Extracted entries:

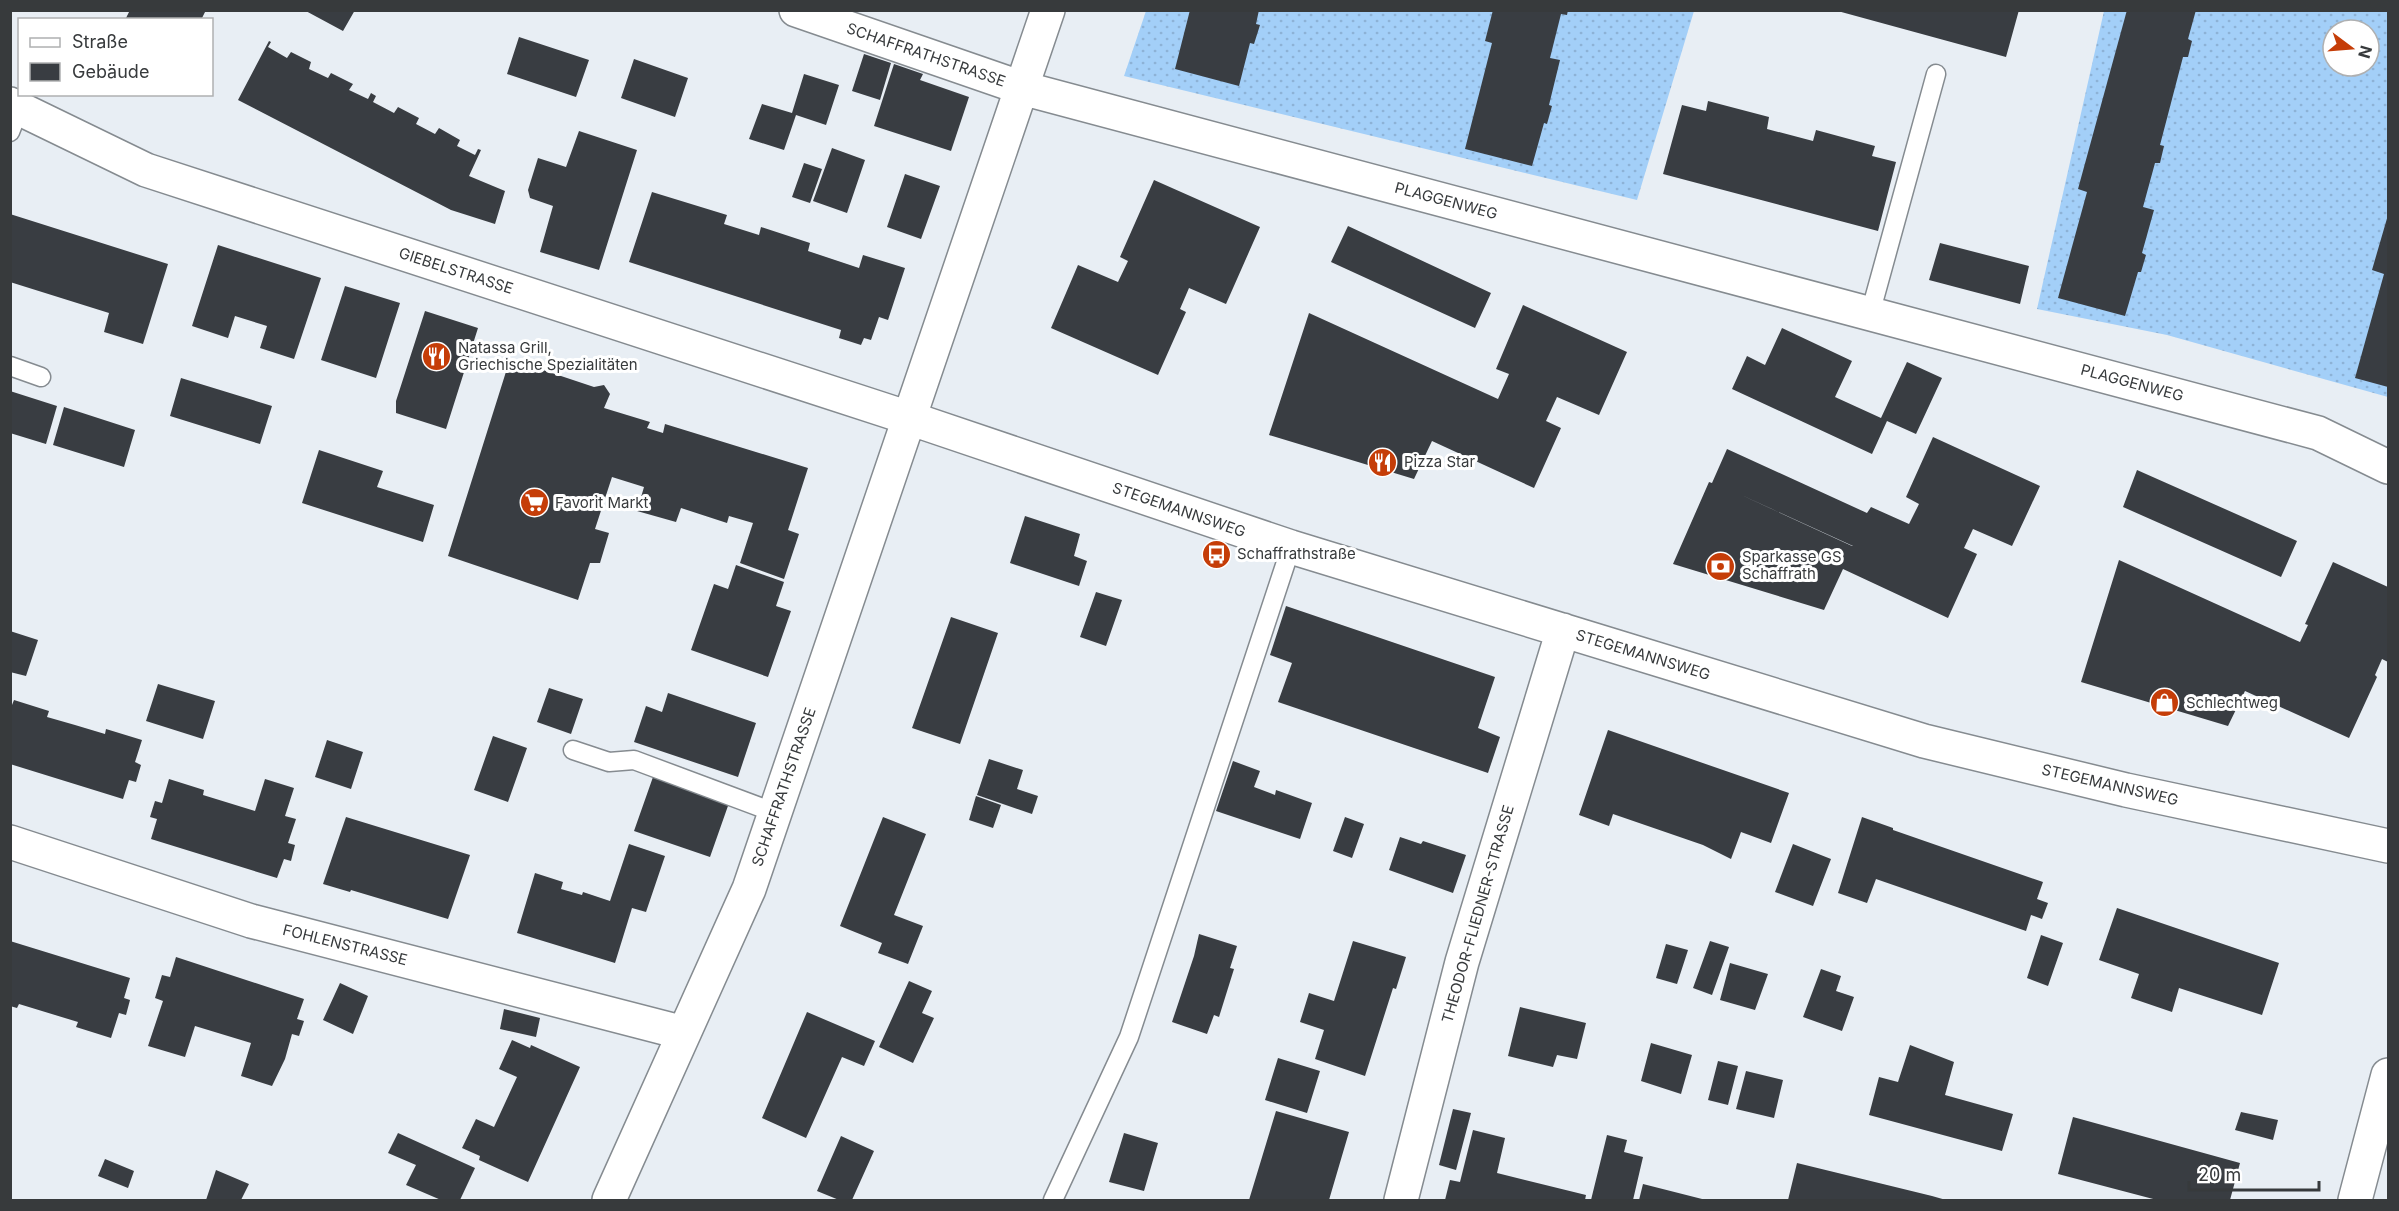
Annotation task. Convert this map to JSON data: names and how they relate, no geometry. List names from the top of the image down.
--
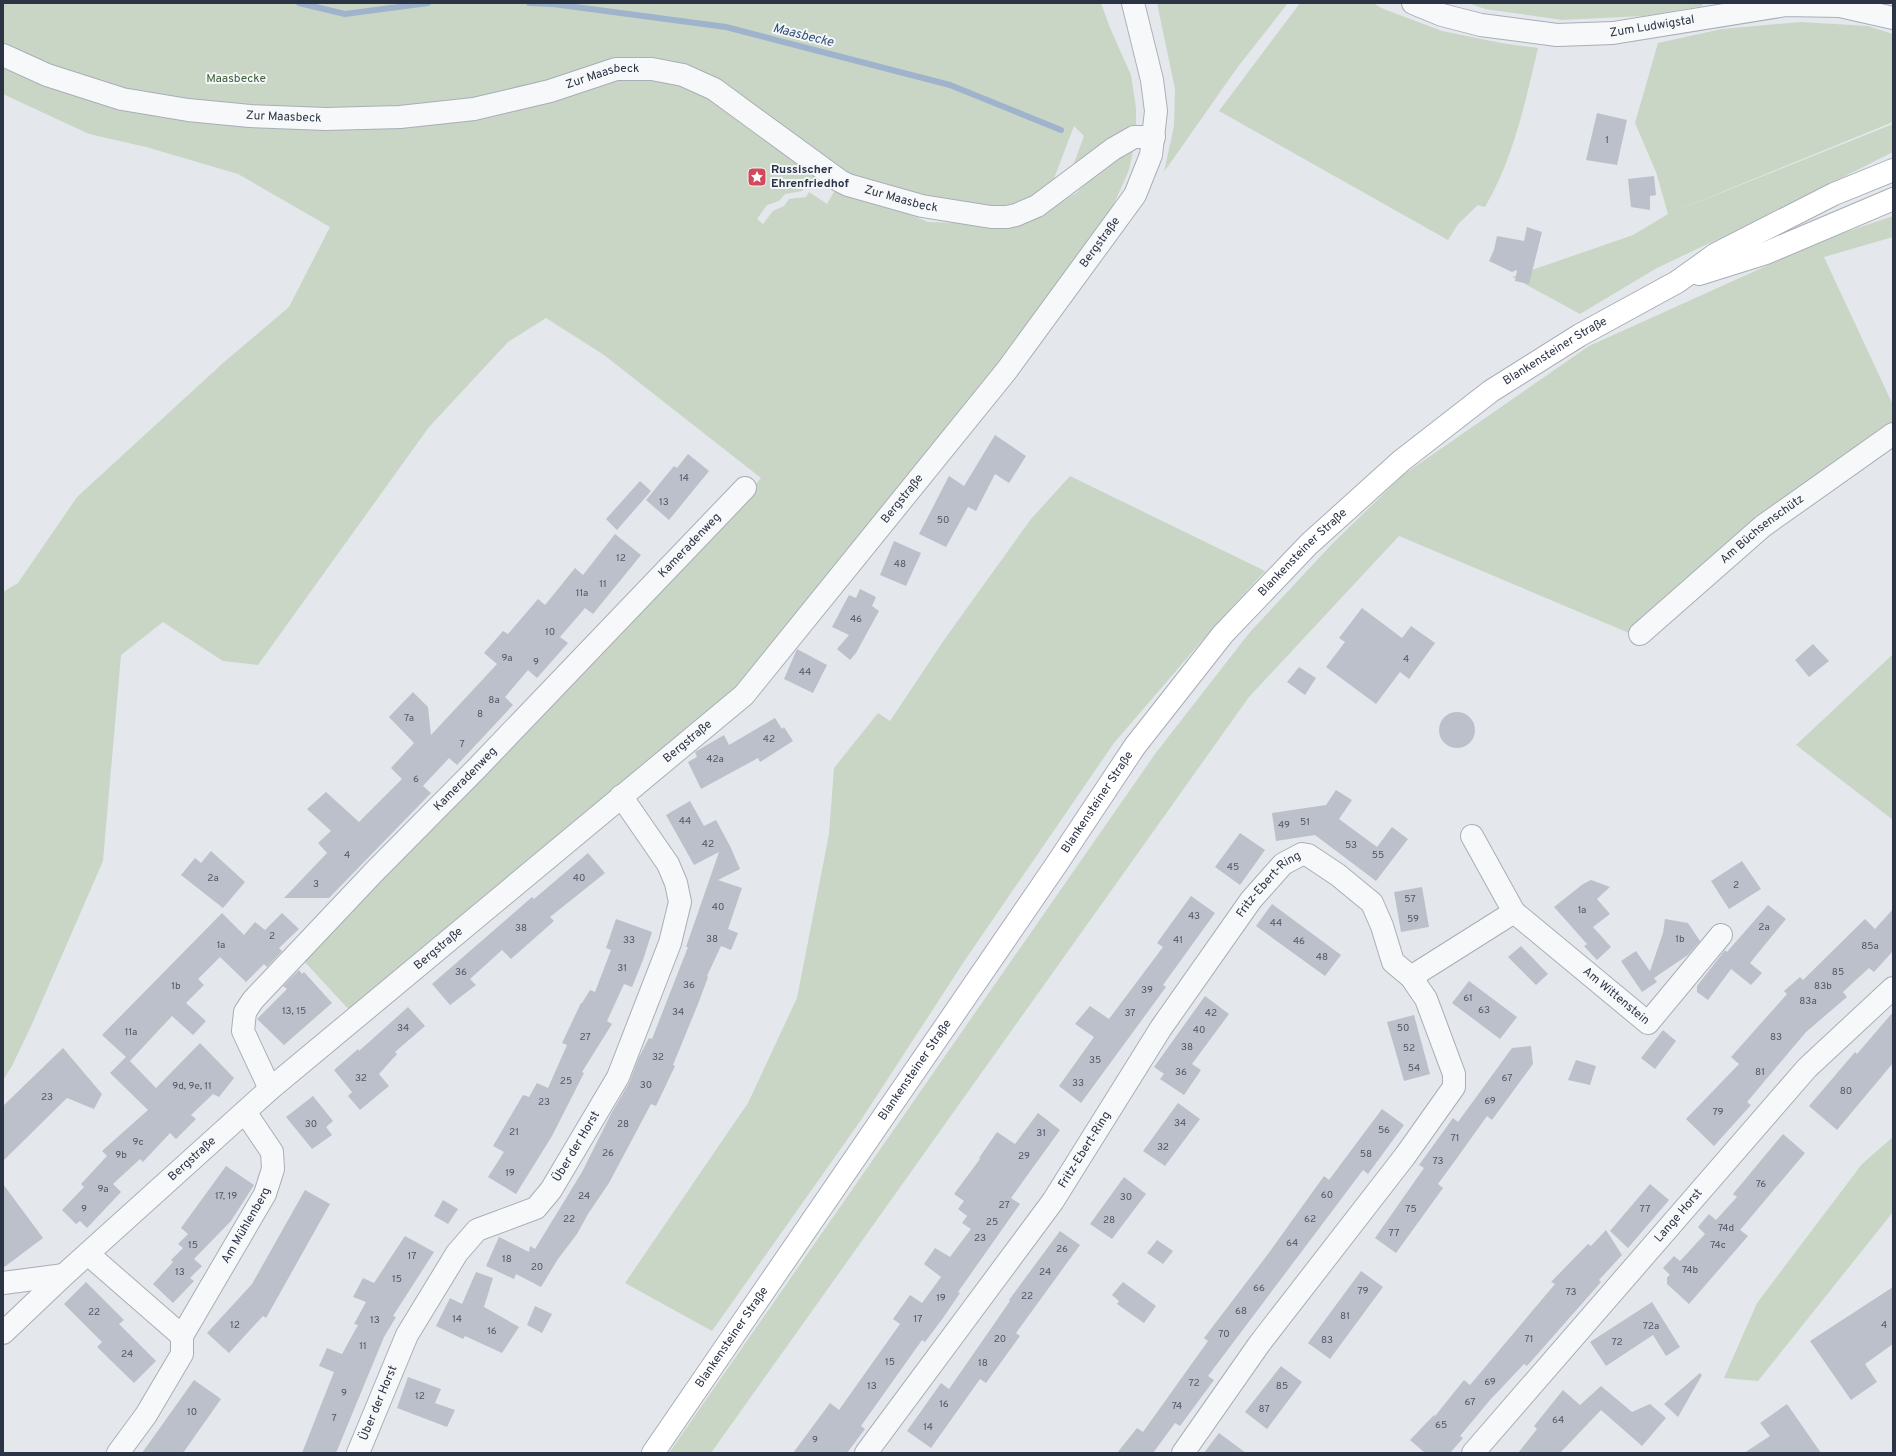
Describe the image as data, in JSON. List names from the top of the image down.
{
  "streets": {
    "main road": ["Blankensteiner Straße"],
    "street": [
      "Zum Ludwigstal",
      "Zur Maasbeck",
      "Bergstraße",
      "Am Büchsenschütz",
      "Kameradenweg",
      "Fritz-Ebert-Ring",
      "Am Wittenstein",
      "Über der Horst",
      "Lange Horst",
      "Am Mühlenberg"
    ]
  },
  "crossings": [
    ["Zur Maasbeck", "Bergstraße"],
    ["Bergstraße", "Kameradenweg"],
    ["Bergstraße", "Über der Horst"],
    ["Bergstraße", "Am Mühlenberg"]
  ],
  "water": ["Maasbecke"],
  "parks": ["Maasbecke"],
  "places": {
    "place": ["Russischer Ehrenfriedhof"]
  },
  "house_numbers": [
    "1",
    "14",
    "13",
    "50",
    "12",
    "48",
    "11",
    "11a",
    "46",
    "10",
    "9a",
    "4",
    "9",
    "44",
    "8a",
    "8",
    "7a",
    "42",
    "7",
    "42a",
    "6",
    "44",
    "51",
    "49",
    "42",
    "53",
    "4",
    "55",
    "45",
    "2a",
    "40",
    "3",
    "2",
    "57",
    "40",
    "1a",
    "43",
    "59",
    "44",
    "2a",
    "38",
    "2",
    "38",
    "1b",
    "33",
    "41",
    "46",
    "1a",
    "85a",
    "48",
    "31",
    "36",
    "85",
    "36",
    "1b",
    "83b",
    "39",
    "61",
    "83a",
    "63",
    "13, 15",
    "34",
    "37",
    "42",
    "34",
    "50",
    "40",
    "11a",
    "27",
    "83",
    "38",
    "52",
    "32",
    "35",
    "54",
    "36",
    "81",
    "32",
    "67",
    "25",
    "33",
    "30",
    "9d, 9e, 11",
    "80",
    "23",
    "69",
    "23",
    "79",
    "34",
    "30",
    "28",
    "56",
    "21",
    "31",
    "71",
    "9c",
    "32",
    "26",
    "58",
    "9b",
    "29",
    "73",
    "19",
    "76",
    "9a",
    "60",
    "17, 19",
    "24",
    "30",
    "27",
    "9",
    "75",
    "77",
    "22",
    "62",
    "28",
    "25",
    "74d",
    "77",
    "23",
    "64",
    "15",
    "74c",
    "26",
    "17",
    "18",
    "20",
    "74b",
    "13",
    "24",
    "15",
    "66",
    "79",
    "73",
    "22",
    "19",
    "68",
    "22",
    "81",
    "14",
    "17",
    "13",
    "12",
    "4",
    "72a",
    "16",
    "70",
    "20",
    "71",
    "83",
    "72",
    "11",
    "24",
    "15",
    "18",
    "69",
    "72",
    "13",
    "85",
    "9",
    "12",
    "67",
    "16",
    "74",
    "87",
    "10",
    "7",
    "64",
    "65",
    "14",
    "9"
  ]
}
---
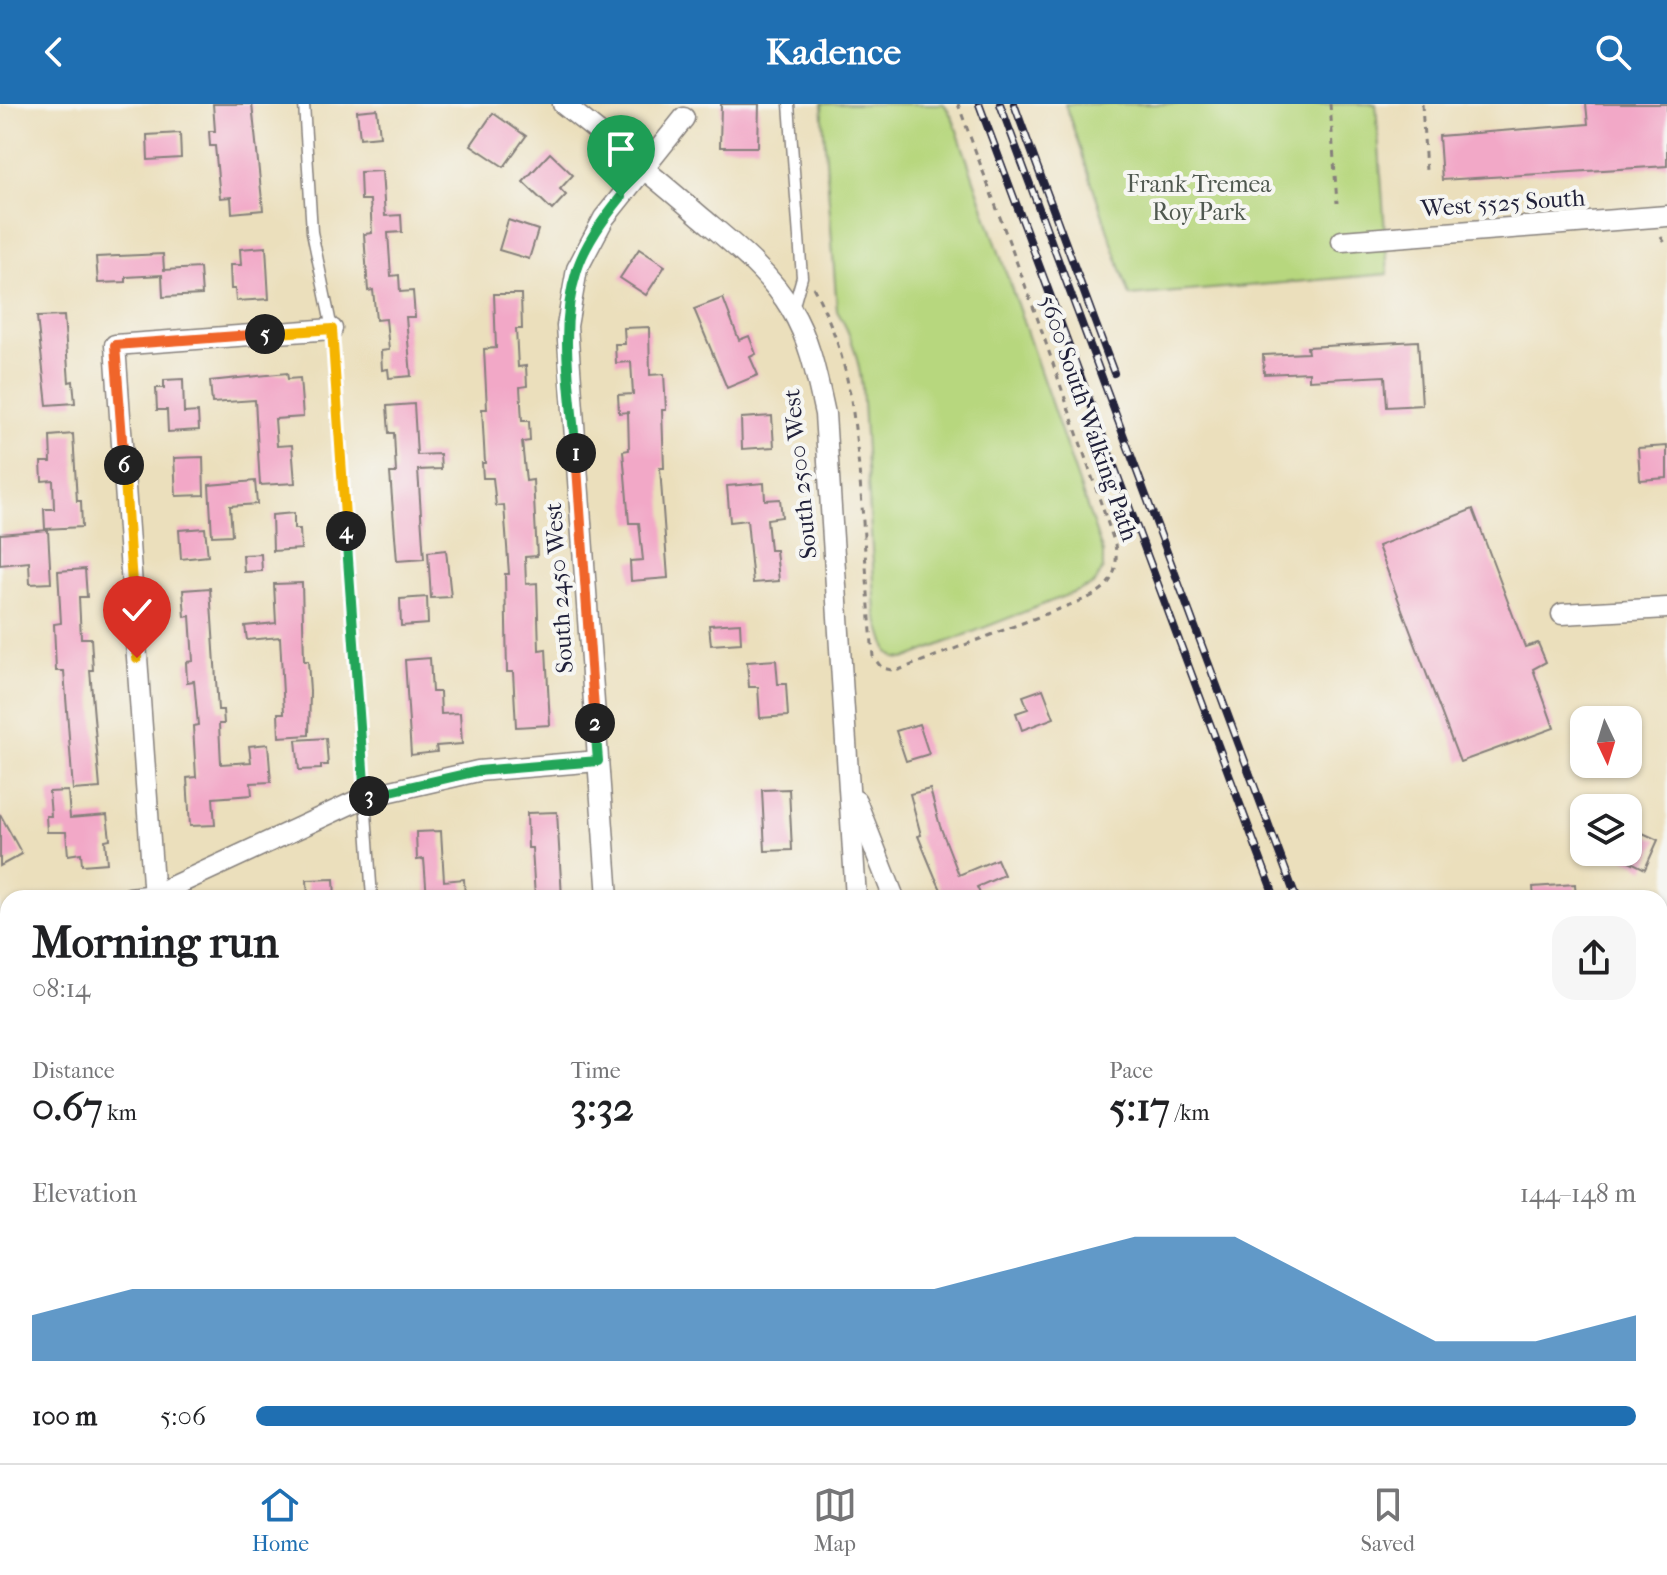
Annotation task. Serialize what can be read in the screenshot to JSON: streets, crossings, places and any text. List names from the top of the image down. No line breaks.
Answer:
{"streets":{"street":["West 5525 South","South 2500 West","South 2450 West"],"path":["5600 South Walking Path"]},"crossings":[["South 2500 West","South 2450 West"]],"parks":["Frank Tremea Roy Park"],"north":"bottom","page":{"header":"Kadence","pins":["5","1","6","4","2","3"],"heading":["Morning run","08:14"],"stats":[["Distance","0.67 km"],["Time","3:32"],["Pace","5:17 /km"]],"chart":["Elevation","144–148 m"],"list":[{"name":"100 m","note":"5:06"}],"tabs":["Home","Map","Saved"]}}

What you are asked to do: This task calls for each line of the material that contains "Annotation".

Result for this exercise:
Annotation task. Convert this map to JSON data: names and how they relate, no geometry. List names from the top of the image down.
Annotation task. Serialize what can be read in the screenshot to JSON: streets, crossings, places and any text. List names from the top of the image down. No line breaks.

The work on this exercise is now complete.